• [Task goal]:
Could you copy, exactly as written, every line from the first line of the records through the one containing "height:2.5px; margin:-1.25px; padding:0"?
● ● ● ●
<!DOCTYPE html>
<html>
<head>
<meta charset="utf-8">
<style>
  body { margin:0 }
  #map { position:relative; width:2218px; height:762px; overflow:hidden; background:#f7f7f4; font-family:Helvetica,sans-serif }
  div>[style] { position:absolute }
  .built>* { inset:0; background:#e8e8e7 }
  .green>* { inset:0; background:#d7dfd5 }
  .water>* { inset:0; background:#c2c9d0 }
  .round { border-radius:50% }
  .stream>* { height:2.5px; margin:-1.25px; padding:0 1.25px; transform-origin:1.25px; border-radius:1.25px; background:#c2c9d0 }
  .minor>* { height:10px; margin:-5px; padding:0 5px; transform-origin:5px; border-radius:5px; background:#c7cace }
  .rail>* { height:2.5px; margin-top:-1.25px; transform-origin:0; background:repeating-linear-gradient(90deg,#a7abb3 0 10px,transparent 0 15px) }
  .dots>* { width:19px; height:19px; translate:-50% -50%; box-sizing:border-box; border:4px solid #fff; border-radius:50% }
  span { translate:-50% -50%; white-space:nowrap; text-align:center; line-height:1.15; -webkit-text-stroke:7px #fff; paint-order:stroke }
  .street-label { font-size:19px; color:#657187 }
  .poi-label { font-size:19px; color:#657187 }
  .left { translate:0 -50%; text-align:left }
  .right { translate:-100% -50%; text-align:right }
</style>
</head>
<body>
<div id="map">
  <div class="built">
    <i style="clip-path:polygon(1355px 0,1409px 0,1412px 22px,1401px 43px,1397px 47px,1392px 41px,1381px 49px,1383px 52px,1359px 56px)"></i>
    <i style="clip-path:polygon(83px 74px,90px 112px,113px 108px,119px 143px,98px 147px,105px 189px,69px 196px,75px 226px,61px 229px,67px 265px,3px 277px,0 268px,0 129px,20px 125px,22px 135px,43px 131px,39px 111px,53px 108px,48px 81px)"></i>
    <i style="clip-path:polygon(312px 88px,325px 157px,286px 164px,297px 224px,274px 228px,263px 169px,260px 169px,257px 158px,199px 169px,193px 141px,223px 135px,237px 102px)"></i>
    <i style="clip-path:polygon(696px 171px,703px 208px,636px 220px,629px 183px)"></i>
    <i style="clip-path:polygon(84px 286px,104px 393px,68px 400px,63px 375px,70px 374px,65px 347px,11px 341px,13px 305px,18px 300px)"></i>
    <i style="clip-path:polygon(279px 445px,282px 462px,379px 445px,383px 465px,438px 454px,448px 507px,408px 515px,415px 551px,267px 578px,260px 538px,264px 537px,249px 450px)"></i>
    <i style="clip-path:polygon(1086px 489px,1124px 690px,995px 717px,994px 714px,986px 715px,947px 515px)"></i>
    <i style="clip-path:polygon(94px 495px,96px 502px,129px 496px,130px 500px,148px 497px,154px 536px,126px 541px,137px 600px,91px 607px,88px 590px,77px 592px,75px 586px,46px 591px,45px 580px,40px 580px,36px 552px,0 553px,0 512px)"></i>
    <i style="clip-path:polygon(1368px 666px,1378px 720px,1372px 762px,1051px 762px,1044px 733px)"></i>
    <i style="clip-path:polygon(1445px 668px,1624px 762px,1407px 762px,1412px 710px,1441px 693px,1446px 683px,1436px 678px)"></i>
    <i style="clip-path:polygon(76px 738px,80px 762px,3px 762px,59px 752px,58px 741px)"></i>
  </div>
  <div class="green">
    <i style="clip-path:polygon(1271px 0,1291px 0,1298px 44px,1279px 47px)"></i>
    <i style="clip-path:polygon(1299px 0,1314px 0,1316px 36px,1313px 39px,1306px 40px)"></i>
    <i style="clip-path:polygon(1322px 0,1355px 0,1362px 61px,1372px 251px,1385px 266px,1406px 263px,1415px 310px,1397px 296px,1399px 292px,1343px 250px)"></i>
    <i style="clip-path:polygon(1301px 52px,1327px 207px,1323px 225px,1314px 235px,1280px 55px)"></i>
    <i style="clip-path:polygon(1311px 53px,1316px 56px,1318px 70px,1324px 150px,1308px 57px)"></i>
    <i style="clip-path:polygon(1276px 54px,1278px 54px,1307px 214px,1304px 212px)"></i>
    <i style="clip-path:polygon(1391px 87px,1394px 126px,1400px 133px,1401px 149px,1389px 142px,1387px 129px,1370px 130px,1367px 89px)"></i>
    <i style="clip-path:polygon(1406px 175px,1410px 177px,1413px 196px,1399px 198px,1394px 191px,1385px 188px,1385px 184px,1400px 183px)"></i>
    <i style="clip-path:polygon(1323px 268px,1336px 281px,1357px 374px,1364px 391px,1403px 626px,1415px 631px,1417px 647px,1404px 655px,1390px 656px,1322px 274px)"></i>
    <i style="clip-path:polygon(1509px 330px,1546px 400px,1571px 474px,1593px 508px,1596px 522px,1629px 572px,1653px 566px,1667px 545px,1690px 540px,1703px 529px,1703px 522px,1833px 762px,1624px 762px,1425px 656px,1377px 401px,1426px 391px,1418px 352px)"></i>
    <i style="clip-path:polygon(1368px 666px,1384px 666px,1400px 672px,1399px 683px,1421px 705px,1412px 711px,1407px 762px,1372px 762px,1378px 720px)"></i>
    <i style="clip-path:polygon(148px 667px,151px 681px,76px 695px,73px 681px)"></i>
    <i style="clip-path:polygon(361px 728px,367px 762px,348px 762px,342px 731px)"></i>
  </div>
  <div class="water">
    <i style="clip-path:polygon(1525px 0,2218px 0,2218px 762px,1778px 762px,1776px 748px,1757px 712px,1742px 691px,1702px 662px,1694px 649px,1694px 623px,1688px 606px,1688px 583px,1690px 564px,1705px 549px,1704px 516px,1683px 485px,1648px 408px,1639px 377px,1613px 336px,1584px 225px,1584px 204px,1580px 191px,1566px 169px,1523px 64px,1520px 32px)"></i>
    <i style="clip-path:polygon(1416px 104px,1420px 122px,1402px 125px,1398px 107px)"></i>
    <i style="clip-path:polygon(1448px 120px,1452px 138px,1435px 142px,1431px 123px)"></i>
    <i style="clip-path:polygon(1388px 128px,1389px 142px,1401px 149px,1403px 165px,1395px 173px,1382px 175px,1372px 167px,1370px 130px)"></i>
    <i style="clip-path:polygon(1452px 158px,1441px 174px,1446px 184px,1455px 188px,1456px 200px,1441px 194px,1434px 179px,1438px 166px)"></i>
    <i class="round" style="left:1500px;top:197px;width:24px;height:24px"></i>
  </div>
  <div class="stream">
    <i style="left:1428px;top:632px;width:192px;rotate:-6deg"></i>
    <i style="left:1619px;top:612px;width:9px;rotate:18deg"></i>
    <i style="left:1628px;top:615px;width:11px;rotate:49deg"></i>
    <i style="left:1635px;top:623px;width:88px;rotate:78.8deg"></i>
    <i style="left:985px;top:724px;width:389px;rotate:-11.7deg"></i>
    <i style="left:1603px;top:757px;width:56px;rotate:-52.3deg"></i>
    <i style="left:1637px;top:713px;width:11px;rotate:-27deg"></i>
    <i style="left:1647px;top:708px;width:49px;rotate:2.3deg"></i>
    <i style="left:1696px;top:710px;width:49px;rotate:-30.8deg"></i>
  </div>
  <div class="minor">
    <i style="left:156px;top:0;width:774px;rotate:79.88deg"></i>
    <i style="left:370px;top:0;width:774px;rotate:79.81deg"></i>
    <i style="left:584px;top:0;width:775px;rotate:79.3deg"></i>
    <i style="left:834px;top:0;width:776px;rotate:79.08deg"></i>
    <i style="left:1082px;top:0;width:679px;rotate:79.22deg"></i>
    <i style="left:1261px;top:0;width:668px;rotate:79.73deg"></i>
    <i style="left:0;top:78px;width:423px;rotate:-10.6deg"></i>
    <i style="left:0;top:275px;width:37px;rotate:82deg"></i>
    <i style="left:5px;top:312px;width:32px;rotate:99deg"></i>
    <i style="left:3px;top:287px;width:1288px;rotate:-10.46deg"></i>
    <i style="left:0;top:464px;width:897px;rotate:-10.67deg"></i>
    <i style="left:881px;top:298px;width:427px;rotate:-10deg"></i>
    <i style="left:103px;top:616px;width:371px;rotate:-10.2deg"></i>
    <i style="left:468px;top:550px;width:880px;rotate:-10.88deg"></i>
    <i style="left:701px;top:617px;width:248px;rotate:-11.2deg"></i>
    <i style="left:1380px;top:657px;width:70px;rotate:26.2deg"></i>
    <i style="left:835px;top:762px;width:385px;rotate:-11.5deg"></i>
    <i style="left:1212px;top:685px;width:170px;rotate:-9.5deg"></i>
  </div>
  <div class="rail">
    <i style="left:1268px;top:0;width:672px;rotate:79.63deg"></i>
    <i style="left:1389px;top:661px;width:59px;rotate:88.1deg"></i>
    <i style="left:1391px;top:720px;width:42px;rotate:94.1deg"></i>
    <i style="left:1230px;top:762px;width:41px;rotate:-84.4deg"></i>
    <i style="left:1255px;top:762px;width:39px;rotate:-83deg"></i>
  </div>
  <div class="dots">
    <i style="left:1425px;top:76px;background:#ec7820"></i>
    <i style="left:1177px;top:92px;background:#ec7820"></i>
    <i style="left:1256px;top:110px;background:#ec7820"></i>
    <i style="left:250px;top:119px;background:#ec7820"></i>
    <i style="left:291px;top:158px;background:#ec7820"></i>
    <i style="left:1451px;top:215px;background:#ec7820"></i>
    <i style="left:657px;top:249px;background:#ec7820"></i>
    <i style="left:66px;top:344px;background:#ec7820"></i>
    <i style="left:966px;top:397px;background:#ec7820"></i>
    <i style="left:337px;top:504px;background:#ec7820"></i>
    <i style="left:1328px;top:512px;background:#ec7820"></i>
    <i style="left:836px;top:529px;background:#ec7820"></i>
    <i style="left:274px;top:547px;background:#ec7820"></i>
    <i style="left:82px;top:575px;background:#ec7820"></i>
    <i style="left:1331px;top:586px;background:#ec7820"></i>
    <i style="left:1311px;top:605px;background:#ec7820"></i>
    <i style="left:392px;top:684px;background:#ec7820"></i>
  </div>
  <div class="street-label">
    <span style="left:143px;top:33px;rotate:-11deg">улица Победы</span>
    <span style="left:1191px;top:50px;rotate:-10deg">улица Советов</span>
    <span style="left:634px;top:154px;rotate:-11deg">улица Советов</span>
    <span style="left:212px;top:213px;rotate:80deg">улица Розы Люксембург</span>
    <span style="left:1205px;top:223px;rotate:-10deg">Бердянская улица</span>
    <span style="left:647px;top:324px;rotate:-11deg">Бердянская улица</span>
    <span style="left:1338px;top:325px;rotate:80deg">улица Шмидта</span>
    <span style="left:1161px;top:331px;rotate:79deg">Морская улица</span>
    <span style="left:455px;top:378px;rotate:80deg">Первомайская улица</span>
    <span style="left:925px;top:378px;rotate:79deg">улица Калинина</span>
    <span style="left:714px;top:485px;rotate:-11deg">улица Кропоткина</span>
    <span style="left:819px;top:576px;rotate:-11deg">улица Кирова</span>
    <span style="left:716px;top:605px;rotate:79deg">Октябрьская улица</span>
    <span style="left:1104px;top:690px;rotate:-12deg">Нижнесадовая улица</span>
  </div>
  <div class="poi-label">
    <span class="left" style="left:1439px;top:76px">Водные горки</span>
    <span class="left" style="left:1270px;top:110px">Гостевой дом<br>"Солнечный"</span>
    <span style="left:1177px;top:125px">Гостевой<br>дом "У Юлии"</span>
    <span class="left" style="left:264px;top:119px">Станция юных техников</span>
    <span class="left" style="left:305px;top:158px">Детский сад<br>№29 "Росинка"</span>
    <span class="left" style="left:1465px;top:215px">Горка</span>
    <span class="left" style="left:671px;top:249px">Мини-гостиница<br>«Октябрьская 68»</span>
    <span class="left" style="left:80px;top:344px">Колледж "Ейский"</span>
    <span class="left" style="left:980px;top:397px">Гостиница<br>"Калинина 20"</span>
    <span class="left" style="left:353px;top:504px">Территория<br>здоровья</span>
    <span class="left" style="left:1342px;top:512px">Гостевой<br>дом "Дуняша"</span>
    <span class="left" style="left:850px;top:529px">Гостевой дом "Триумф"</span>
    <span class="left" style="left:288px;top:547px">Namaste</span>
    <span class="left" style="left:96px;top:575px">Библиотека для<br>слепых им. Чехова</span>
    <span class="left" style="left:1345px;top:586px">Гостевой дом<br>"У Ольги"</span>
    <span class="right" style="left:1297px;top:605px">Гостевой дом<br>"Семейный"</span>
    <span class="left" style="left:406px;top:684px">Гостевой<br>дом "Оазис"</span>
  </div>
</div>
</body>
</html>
● ● ● ●
• [Reply]:
<!DOCTYPE html>
<html>
<head>
<meta charset="utf-8">
<style>
  body { margin:0 }
  #map { position:relative; width:2218px; height:762px; overflow:hidden; background:#f7f7f4; font-family:Helvetica,sans-serif }
  div>[style] { position:absolute }
  .built>* { inset:0; background:#e8e8e7 }
  .green>* { inset:0; background:#d7dfd5 }
  .water>* { inset:0; background:#c2c9d0 }
  .round { border-radius:50% }
  .stream>* { height:2.5px; margin:-1.25px; padding:0 1.25px; transform-origin:1.25px; border-radius:1.25px; background:#c2c9d0 }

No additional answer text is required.